The new regulatory environment makes room for public participation, a rare occurrence in a country where the government is wary of challenges from its citizens. “We have a consensus in China about the need to change our environmental practices,” Ma explains. His group is aware of at least 400 cases in which complaints from members of the public have resulted in regulatory action against polluters, he says.

Another significant change under the new law is that officials from environmental protection bureaus throughout China will no longer be accountable to the local government where they are based. Instead, they will report directly to their ministries in the provincial capitals, Ma says. This change was introduced to stop the interference of local officials who want to protect their cities’ economic engines, he notes.

It’s a welcome change, although Ma says he’s not convinced it will actually work. “The inspectors will still be on the ground, so I doubt complete freedom from local interference,” he points out.

AsiaInspection’s Breteau agrees that the new environmental law is an improvement, particularly in the clear and understandable standards it sets. But the law will be hard to implement unless the government increases the number of people charged with enforcement. In addition, it’s all well and good to mandate, for instance, that hazardous waste be processed in suitable facilities, but those facilities don’t exist in sufficient numbers, he says.

“With fewer factories, we in the West have facilities to process our hazardous waste,” Breteau says. “China doesn’t have that yet.” Even farmers don’t know where to put their waste, he says.

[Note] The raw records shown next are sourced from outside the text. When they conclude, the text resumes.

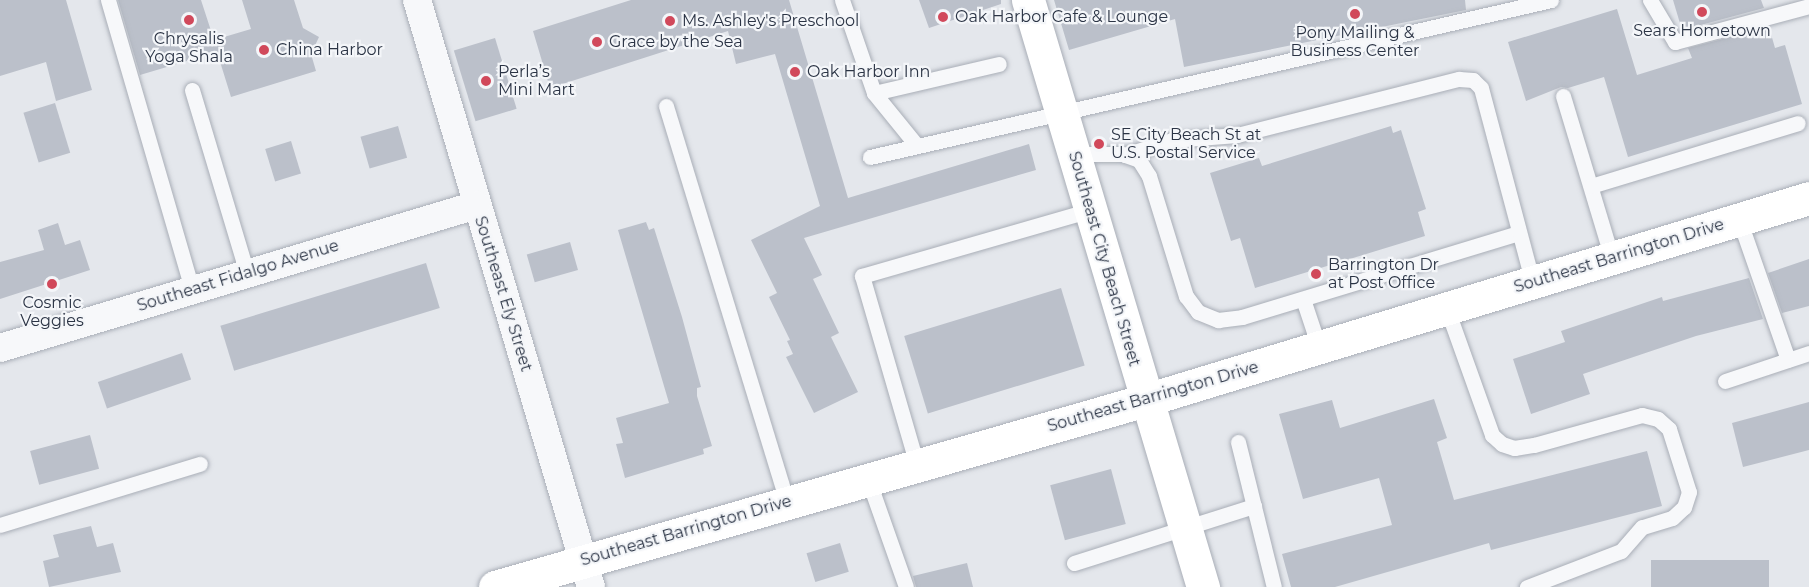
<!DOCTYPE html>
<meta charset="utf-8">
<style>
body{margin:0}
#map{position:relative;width:1809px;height:587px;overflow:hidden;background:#e4e7ec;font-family:Montserrat,sans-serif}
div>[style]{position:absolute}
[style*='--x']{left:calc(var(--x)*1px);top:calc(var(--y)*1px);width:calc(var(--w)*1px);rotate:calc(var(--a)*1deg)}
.building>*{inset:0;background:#bbc0ca;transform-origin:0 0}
.roads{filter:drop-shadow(0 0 2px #a9aeb7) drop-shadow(0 0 2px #a9aeb7)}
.lane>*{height:15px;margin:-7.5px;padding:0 7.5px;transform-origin:7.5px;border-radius:7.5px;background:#f7f8fa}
.street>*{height:28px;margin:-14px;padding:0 14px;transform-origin:14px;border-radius:14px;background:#f7f8fa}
.secondary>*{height:33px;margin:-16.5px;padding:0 16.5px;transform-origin:16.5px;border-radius:16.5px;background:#fff}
.dots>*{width:16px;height:16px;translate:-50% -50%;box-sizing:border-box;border:3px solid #f4f6f9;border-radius:50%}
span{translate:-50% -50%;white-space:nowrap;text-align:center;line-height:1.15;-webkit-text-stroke:4.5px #f4f6f9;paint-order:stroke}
.poi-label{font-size:16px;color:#2b3445}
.left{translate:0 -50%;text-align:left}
.street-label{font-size:16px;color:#2b3445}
</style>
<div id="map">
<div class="building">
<div style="clip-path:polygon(0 0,66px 0,92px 90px,56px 101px,46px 62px,0 76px)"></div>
<div style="clip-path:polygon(118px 0,201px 0,214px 40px,251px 29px,242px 0,294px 0,303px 28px,319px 37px,311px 54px,316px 71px,231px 97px,217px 52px,140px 75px)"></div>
<div style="clip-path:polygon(631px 0,789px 0,848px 198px,1029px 144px,1036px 170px,804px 238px,822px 275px,813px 279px,839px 333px,831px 337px,858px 392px,814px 413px,786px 357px,793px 354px,787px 341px,790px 340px,769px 297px,777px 293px,751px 240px,820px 206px,775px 54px,736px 64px,728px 31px,550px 88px,533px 31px)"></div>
<div style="clip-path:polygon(919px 0,1001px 0,1001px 4px,929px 28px)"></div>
<div style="clip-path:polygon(1054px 0,1465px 0,1466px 10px,1184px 67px,1175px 19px,1069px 50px)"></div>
<div style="clip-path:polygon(1673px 0,1761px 0,1764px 8px,1682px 30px)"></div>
<div style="clip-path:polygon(1617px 9px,1637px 75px,1692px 58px,1688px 48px,1769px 27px,1775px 48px,1785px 45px,1802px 104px,1628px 157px,1604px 77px,1568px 88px,1561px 87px,1526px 101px,1508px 42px)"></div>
<div style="left:495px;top:38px;width:74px;height:43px;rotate:73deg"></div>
<div style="left:55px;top:103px;width:52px;height:33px;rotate:73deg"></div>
<div style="left:398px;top:126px;width:33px;height:39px;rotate:74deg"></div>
<div style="clip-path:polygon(1391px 126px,1393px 133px,1401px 130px,1426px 209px,1418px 212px,1425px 236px,1255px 288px,1240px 238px,1231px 241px,1210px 173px,1259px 158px,1262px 166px)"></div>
<div style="left:291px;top:141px;width:34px;height:27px;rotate:73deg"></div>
<div style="clip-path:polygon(646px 222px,649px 230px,654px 228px,682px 317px,701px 387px,697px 388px,697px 396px,712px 446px,703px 449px,704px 454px,625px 478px,616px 444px,623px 443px,616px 418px,669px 403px,618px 230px)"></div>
<div style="clip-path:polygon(58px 223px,65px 245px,80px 240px,90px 270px,0 299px,0 262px,44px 250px,38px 230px)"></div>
<div style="left:570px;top:242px;width:29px;height:45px;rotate:74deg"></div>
<div style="clip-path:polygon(1809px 259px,1809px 306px,1782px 313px,1768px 273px)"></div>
<div style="left:426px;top:263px;width:47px;height:215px;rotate:73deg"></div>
<div style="clip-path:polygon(1749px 278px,1763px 319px,1696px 336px,1583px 374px,1590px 394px,1531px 414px,1513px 359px,1565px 342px,1561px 331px,1662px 297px,1663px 301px)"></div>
<div style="left:1061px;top:288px;width:81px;height:164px;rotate:73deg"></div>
<div style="left:182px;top:353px;width:28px;height:89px;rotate:71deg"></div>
<div style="clip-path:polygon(1434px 399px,1447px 438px,1437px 442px,1454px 500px,1647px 451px,1662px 506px,1491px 550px,1489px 543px,1335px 587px,1291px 587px,1282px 554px,1392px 525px,1379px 478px,1303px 499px,1279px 414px,1332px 400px,1340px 428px)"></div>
<div style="clip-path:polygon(1809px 402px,1809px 450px,1743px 467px,1732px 423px)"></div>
<div style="left:90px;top:435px;width:35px;height:62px;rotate:75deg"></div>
<div style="left:1111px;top:469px;width:57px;height:63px;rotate:75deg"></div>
<div style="clip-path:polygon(91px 526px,97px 547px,113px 543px,121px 572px,49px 587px,43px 561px,59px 557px,53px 535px)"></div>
<div style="left:840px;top:543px;width:30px;height:35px;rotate:73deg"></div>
<div style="left:1651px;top:560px;width:118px;height:27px"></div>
<div style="clip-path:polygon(967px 563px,973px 587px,916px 587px,913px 576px)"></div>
</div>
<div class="roads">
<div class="lane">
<div style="--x:108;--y:0;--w:302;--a:73.8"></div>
<div style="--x:842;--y:0;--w:98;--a:71"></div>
<div style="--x:874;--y:93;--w:68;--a:50.9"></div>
<div style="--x:1650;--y:0;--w:49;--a:59.2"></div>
<div style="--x:1675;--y:42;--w:139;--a:-15"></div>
<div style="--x:192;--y:90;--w:191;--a:73.3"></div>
<div style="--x:874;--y:93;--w:128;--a:-13.1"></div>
<div style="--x:1563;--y:96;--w:169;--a:73.2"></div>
<div style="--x:666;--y:106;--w:414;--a:73"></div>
<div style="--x:1074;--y:154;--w:48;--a:0"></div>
<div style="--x:1122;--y:154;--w:18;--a:19"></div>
<div style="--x:1139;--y:160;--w:19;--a:58"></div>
<div style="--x:1149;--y:176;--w:126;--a:72.9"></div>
<div style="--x:1186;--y:296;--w:20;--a:53"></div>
<div style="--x:1198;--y:312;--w:22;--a:22"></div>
<div style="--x:1218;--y:320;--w:24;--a:-7"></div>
<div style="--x:1242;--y:317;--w:289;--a:-16.9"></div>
<div style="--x:1125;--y:155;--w:49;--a:-17.7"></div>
<div style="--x:1172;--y:140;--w:65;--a:-4.4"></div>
<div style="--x:1237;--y:135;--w:229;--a:-14.2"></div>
<div style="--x:1459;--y:79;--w:14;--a:4"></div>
<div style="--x:1473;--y:80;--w:11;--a:45"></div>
<div style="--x:1481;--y:88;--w:202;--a:75.1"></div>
<div style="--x:870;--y:157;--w:699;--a:-12.98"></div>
<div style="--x:1591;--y:186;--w:216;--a:-16.9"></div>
<div style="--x:1739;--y:219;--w:149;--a:70.8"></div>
<div style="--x:1303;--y:299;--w:51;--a:71.6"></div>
<div style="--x:1447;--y:309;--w:134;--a:70.3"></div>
<div style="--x:1492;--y:435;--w:13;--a:42"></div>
<div style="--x:1502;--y:444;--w:13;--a:18"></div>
<div style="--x:1514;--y:448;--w:20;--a:-9"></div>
<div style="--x:1534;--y:445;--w:112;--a:-15.5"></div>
<div style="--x:1642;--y:415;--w:16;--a:14"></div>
<div style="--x:1658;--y:419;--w:15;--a:42"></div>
<div style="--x:1669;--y:429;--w:66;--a:72.4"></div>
<div style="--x:1689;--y:492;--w:16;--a:108"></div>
<div style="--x:1684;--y:507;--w:16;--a:137"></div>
<div style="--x:1672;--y:518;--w:31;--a:163"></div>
<div style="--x:1642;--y:527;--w:32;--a:131"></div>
<div style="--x:1621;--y:551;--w:101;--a:159"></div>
<div style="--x:1725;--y:381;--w:89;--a:-18.4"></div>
<div style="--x:1238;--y:442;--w:149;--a:76.1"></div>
<div style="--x:917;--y:465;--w:197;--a:-106.2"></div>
<div style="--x:862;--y:276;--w:237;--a:-16.1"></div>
<div style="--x:868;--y:479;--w:114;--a:70.6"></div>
<div style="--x:0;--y:525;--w:209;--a:-17"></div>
<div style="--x:1074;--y:563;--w:189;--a:-17.6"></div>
</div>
<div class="street">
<div style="--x:417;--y:0;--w:612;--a:73.49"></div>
<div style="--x:0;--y:348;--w:497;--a:-16.7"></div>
</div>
<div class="secondary">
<div style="--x:1028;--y:0;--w:613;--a:73.4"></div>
<div style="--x:495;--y:587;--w:677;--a:-16.03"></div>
<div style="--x:1146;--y:400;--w:693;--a:-16.94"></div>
</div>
</div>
<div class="dots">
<div style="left:1702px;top:12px;background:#d1495b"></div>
<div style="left:1355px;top:14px;background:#d1495b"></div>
<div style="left:943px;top:17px;background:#d1495b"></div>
<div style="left:189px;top:20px;background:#d1495b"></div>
<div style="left:670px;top:21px;background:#d1495b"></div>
<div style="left:597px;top:42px;background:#d1495b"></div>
<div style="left:264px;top:50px;background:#d1495b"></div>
<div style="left:795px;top:72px;background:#d1495b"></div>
<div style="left:486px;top:81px;background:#d1495b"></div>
<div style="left:1099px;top:144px;background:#d1495b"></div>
<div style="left:1316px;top:274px;background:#d1495b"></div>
<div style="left:52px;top:284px;background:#d1495b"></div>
</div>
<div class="poi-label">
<span class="left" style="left:955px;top:17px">Oak Harbor Cafe &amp; Lounge</span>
<span class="left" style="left:682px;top:21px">Ms. Ashley's Preschool</span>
<span style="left:1702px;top:31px">Sears Hometown</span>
<span style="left:1355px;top:42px">Pony Mailing &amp;<br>Business Center</span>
<span style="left:189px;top:48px">Chrysalis<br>Yoga Shala</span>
<span class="left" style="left:609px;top:42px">Grace by the Sea</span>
<span class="left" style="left:276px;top:50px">China Harbor</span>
<span class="left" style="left:498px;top:81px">Perla’s<br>Mini Mart</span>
<span class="left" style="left:807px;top:72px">Oak Harbor Inn</span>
<span class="left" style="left:1111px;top:144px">SE City Beach St at<br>U.S. Postal Service</span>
<span class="left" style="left:1328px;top:274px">Barrington Dr<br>at Post Office</span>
<span style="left:52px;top:312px">Cosmic<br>Veggies</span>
</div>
<div class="street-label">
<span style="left:1619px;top:256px;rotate:-17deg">Southeast Barrington Drive</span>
<span style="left:1104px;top:259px;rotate:74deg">Southeast City Beach Street</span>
<span style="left:238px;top:276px;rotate:-17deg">Southeast Fidalgo Avenue</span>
<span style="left:503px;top:294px;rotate:73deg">Southeast Ely Street</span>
<span style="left:1153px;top:397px;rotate:-16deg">Southeast Barrington Drive</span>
<span style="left:686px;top:531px;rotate:-16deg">Southeast Barrington Drive</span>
</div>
</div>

Indeed, in a case that made international headlines in 2013, 16,000 diseased pig carcasses were found floating in a river that provides drinking water to Shanghai. “The pigs were in the river because there was nowhere else,” Breteau explains. Besides issuing mandates, he says, officials in Beijing must also spend the funds required to solve problems.

In Dalian, Flamma’s Negrisoli says new regulations—ones governing industrial safety as well as the environment—are a “revolution.” What he has seen since setting up his facility in China 15 years ago and traveling the country is that too many owners don’t invest in modernizing their plants.

But the changes are also putting new burdens on manufacturers. Longer wait times for permits are making it hard to start up new operations or expand a plant, Negrisoli says. “Paperwork is very heavy if you want to build something,” he cautions.

Over the past three years, the economy in China has noticeably slowed, and most forecasts indicate that 2016 won’t be any better. In a weakening economy, it will be tough for Beijing to enforce changes that make companies spend on environmental compliance and might discourage foreign investment. But the toxic air that descended on Beijing last month was a reminder that sacrificing the environment for the economy is no longer an option for China.